AllMusic editor William Ruhlmann found that Missing You "is not without its contemporary touches, notably in the computer-generated rhythm tracks. But Bryson is not really out to compete with Usher and R. Kelly for the hearts of teenagers here [...] Missing You is an album intended primarily for Bryson's existing fan base and secondarily for smooth jazz fans [...] This is material the singer will have no problem integrating into a stage act dominated by his greatest hits, and it should be welcomed by those who enjoyed his earlier work.

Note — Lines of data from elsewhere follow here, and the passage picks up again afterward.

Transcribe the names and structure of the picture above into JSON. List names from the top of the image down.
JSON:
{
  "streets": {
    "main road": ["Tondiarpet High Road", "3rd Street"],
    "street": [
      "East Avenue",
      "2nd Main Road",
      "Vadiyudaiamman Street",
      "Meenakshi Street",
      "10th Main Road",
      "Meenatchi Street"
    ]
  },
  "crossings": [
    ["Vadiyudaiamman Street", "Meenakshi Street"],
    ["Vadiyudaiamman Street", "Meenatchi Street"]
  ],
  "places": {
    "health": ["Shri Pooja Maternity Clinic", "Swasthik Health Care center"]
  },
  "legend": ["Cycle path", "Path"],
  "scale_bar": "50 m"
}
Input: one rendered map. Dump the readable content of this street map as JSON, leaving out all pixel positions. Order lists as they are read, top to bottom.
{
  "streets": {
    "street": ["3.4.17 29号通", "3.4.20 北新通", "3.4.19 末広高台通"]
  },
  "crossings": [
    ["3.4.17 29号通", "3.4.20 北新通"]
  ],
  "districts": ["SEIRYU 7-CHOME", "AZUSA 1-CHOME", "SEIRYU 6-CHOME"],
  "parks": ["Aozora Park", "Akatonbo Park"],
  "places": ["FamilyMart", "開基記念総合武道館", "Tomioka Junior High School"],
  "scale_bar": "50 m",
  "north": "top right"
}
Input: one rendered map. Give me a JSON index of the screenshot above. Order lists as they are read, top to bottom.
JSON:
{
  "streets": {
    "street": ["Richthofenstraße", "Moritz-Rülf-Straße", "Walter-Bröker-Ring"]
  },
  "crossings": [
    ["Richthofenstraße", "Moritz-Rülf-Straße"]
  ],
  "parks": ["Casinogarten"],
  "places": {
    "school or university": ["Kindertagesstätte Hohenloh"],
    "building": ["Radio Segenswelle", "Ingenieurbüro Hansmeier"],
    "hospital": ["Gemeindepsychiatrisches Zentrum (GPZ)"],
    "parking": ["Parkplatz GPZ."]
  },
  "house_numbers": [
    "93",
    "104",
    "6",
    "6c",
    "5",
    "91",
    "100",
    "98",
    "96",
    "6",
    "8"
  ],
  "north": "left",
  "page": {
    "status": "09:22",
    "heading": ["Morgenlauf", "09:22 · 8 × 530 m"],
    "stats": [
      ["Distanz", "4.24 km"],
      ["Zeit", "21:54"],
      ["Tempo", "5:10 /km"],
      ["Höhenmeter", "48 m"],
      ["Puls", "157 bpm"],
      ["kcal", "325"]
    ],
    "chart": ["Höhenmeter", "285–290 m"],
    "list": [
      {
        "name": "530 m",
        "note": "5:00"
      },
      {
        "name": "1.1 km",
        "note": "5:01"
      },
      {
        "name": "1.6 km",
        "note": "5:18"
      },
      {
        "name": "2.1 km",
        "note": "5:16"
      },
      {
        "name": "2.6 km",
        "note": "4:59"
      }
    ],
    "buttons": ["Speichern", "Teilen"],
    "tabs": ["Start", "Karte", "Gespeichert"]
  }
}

It may have been a long time between albums, but musically Bryson acts as though no time at all has passed."

Track listing

Notes
  denotes an additional producer
  denotes a co-producer

Personnel and credits 
Musicians

 Peabo Bryson – lead vocals, backing  vocals (2, 6, 9), keyboards (3, 4), programming (3, 4, 8, 11), lead acoustic guitar (6)
 Barry Eastmond – keyboards (1, 5, 9, 10), drum programming (1, 3, 9, 11), arrangements (1, 5, 9), additional keyboards (3, 4, 11), programming (3, 4, 11), horn and string arrangements (4), acoustic piano (8), Rhodes (8), strings (8)
 The Heavyweights – instruments (2)
 Marc Freeman – keyboards (4), programming (4), horn and string arrangements (4)
 Blake Eiseman – programming (4)
 Peter Stengaard – programming (6), instruments (6)
 Clark Anderson – additional keyboards (6), backing vocals (6)
 Bobby Lyle – acoustic piano (7), keyboards (7), rhythm and string arrangements (7)
 Phil Hamilton – acoustic guitar (1), guitar (9)
 Paul Jackson Jr. – acoustic guitar (7), electric guitar (7)
 Norman Brown – guitar (8)
 Nathaniel Phillips – bass (4, 10)
 Freddie Washington – bass (7)
 Ricky Lawson – drums (4, 10)
 Leon "Ndugu" Chancler – drums (7)
 Munyungo Jackson – percussion (7)
 Boney James – saxophone (7)
 Paul Taylor – alto sax solo (10)
 Eric Butler – string contractor (7)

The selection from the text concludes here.